◆ **Task directions**
Look through the lines below, find those with the word "image", and copy them.

◆ **Task input**
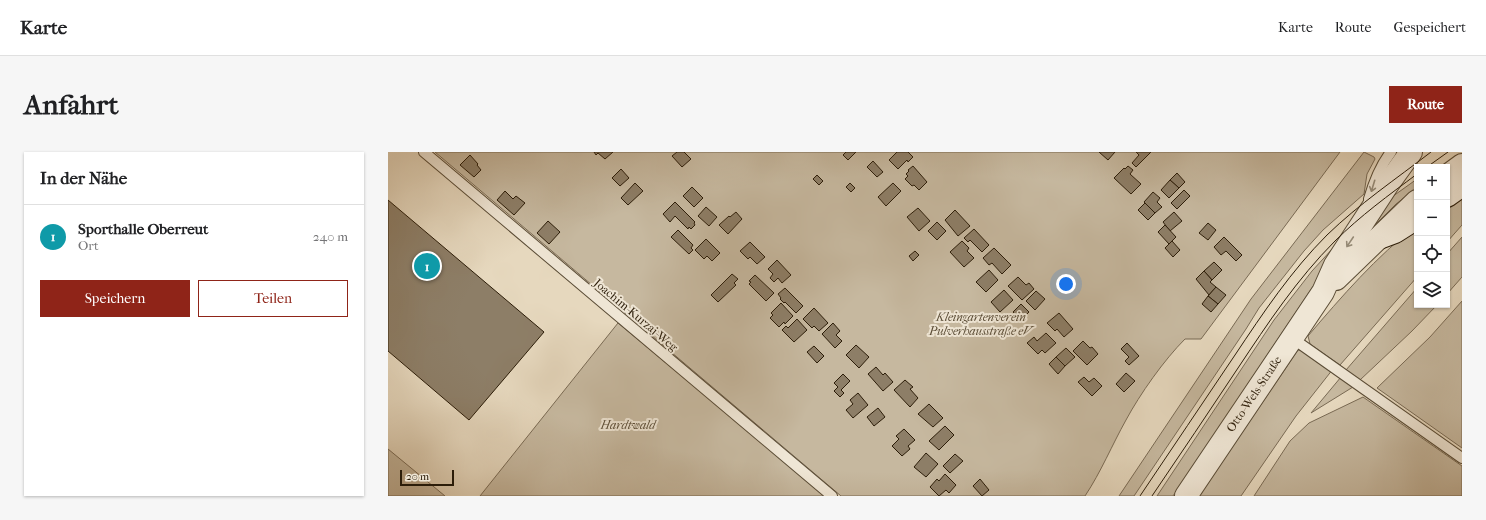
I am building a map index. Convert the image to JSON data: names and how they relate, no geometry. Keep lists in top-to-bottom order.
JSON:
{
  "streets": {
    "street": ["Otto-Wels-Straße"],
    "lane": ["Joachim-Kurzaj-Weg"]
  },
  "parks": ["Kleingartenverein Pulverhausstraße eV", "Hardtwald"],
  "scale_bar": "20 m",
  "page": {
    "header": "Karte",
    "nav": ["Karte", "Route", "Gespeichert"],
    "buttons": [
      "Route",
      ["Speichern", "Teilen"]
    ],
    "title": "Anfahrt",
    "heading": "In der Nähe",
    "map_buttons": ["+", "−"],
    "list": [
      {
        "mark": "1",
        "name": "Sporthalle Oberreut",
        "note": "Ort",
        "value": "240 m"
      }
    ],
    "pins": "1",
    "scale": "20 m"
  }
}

...

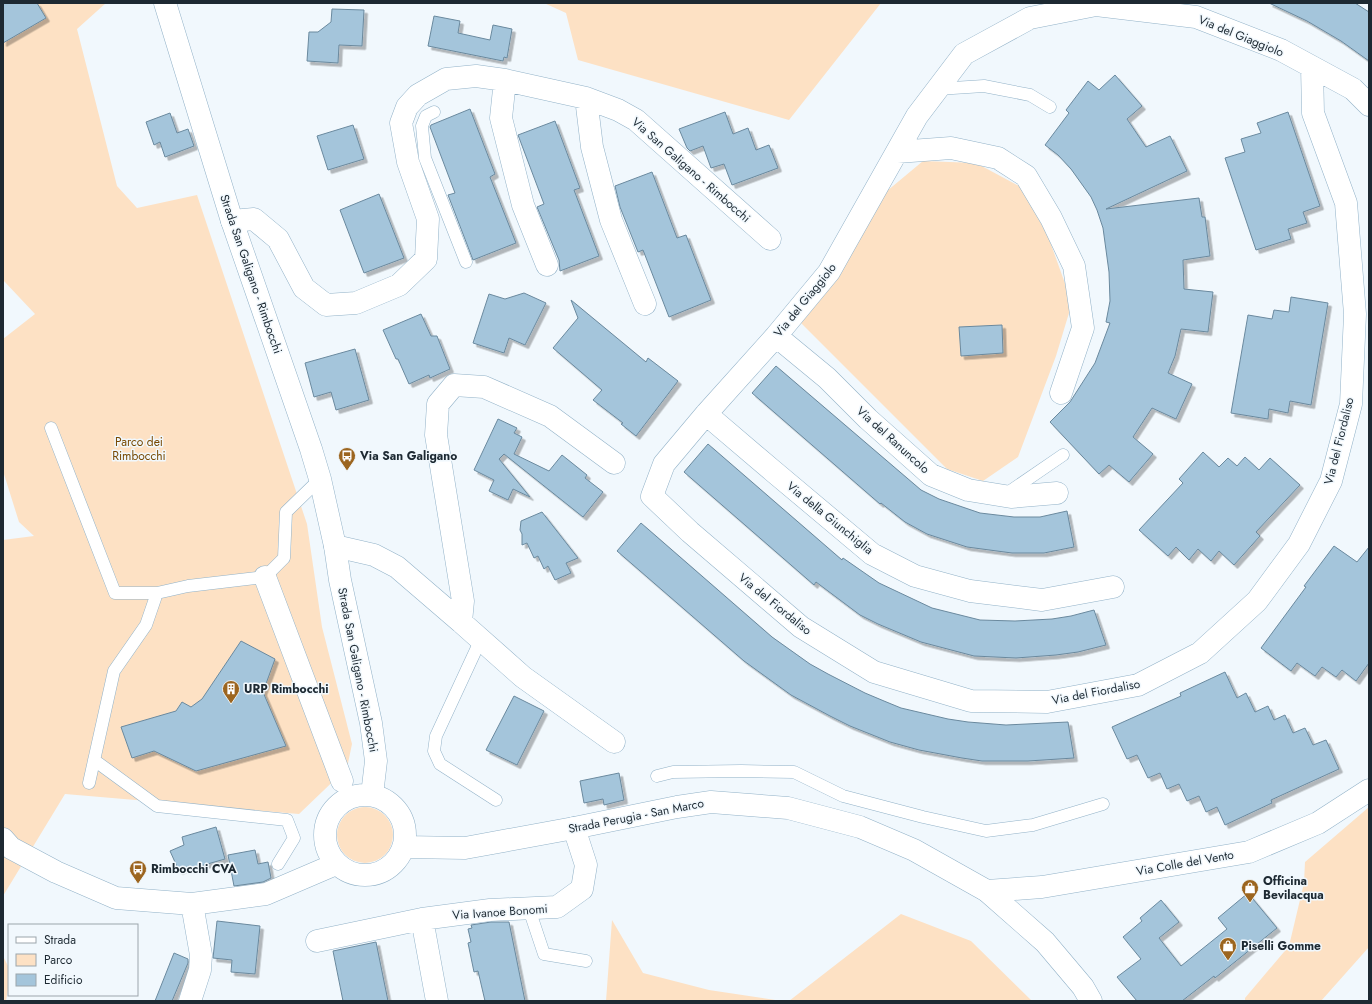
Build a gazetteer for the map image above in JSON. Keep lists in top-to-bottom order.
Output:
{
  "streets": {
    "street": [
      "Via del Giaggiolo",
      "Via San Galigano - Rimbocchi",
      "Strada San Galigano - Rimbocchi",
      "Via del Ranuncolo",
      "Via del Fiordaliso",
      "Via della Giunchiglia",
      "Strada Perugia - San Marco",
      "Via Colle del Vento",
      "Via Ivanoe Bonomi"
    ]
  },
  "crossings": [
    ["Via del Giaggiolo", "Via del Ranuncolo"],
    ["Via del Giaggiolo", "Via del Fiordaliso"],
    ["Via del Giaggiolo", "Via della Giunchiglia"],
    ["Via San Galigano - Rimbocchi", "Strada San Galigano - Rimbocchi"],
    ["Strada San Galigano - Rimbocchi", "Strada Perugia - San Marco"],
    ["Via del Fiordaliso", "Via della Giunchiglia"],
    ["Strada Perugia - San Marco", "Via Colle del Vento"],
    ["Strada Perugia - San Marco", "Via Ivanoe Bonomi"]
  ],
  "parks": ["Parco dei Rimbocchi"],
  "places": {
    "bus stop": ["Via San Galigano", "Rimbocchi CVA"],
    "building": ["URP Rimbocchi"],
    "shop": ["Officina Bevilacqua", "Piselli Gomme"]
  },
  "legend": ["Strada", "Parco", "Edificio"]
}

◆ **Response**
I am building a map index. Convert the image to JSON data: names and how they relate, no geometry. Keep lists in top-to-bottom order.
Build a gazetteer for the map image above in JSON. Keep lists in top-to-bottom order.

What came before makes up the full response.